Изменить размер шрифта - +
Наконец, он перебил на горле Адамово яблоко. Карса истекая кровью, дернулся и затих.

Грациллоний, пошатываясь, пошел вон из сгущавшихся сумерек, к Дому. Пусть христиане позаботятся о своем брате по вере.

 

V

 

Говорили, что у короля жестокие ушибы, сломаны кости, но нет ничего такого, от чего ему не оправиться. В основном в Исе радовались.

Охрана дворца менялась каждые шесть часов. На следующий день после битвы Будика среди прочих подменили в полдень. В воздухе царило веселье. Он брел по ветреным улицам меж домов знати, вниз, по склону, в сторону своего дома. Рядом никого не было. Из портика выскользнула женщина и легко поспешила ему навстречу.

– Погоди, пожалуйста, погоди, – тихо позвала она. Он сдержал шаг. Сердце стучало. Когда она подошла поближе, под капюшоном он увидел, что это и правда Дахут.

– Чт‑то вы здесь делаете, госпожа моя? – спросил он в изумлении.

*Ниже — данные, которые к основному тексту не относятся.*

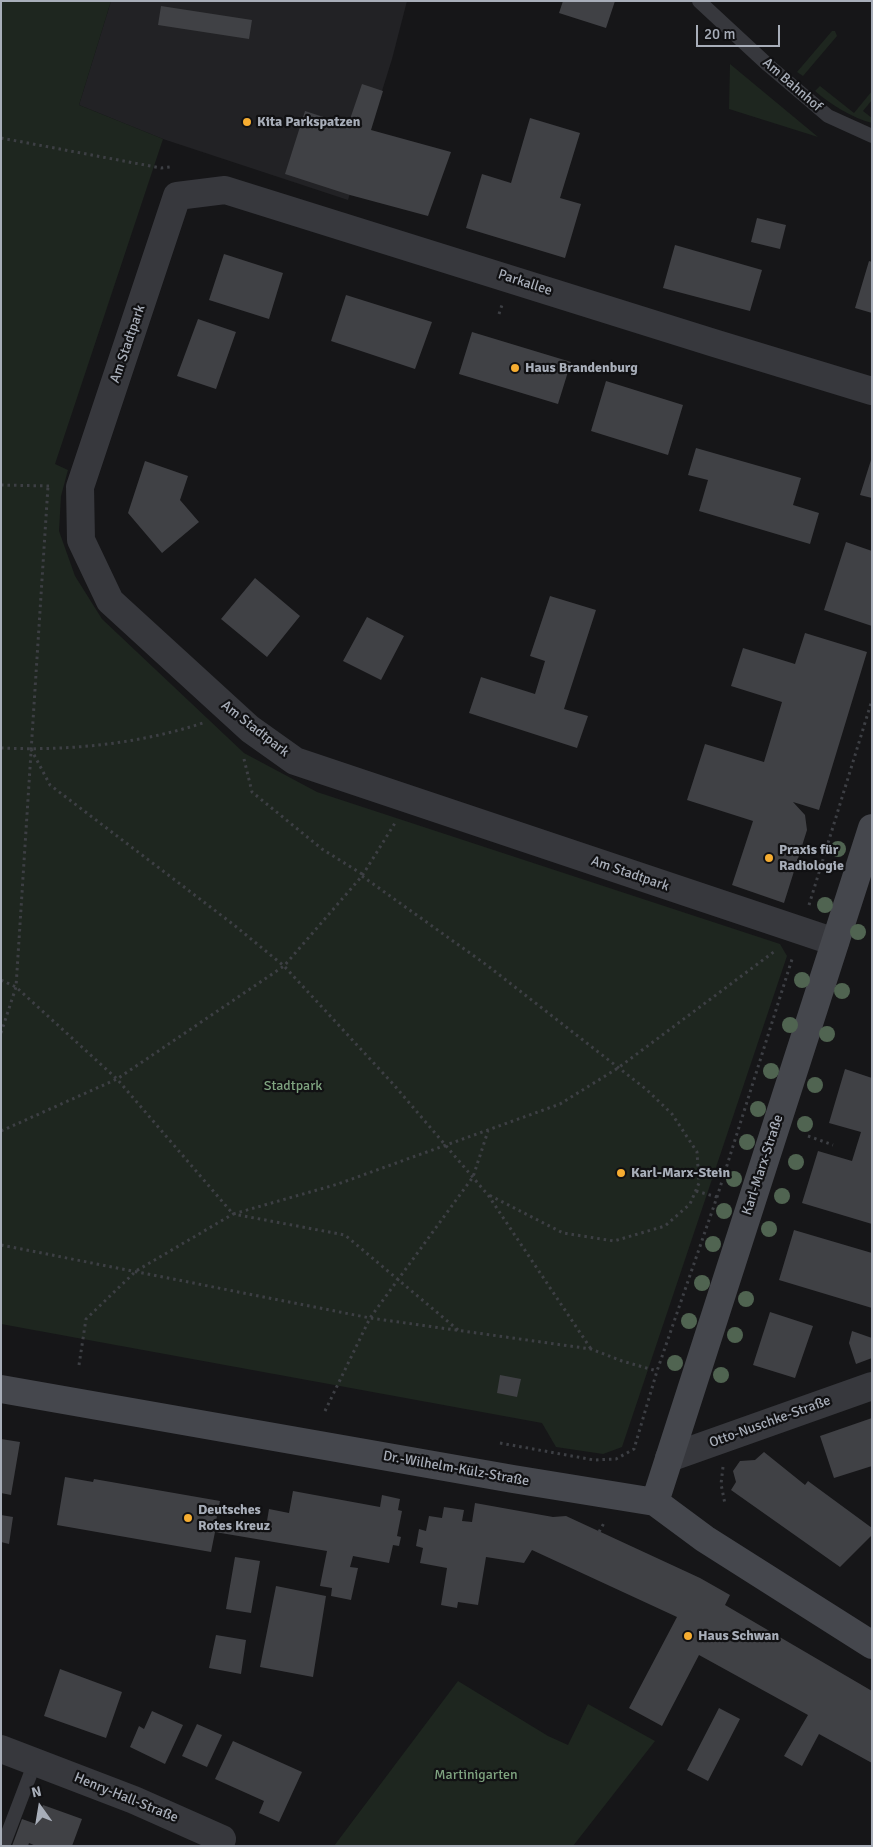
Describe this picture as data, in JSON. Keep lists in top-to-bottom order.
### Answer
{
  "streets": {
    "main road": ["Karl-Marx-Straße", "Dr.-Wilhelm-Külz-Straße"],
    "street": [
      "Parkallee",
      "Am Stadtpark",
      "Otto-Nuschke-Straße",
      "Henry-Hall-Straße"
    ],
    "lane": ["Am Bahnhof"]
  },
  "crossings": [
    ["Parkallee", "Am Stadtpark"],
    ["Am Stadtpark", "Karl-Marx-Straße"],
    ["Karl-Marx-Straße", "Otto-Nuschke-Straße"],
    ["Karl-Marx-Straße", "Dr.-Wilhelm-Külz-Straße"]
  ],
  "parks": ["Stadtpark", "Martinigarten"],
  "places": [
    "Kita Parkspatzen",
    "Haus Brandenburg",
    "Praxis für Radiologie",
    "Karl-Marx-Stein",
    "Deutsches Rotes Kreuz",
    "Haus Schwan"
  ],
  "scale_bar": "20 m",
  "north": "top"
}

– Я увидела, что ты проходишь мимо, – ответила она. – Скажи мне. Как он, мой отец?

– Вы не слышали?

– Лишь то, что рассказывают свидетели вызова. – На длинных ресницах дрожали слезы. – Может, это щадящая ложь. У него может быть жар или еще что‑нибудь.

– Нет, я его видел. Он поправляется. А почему вы сами не сходите?

Дахут уставилась в землю.

– Мы отдалились. – Он едва слушал. – Мы не должны были. Однажды он поклялся, что никогда меня не покинет, но… но он мой отец. Рада услышать известия. Спасибо, дорогой друг.

– Да не за что… для вас, моя госпожа.

Она взяла его за локоть. Ее взгляд снова взлетел вверх, на него.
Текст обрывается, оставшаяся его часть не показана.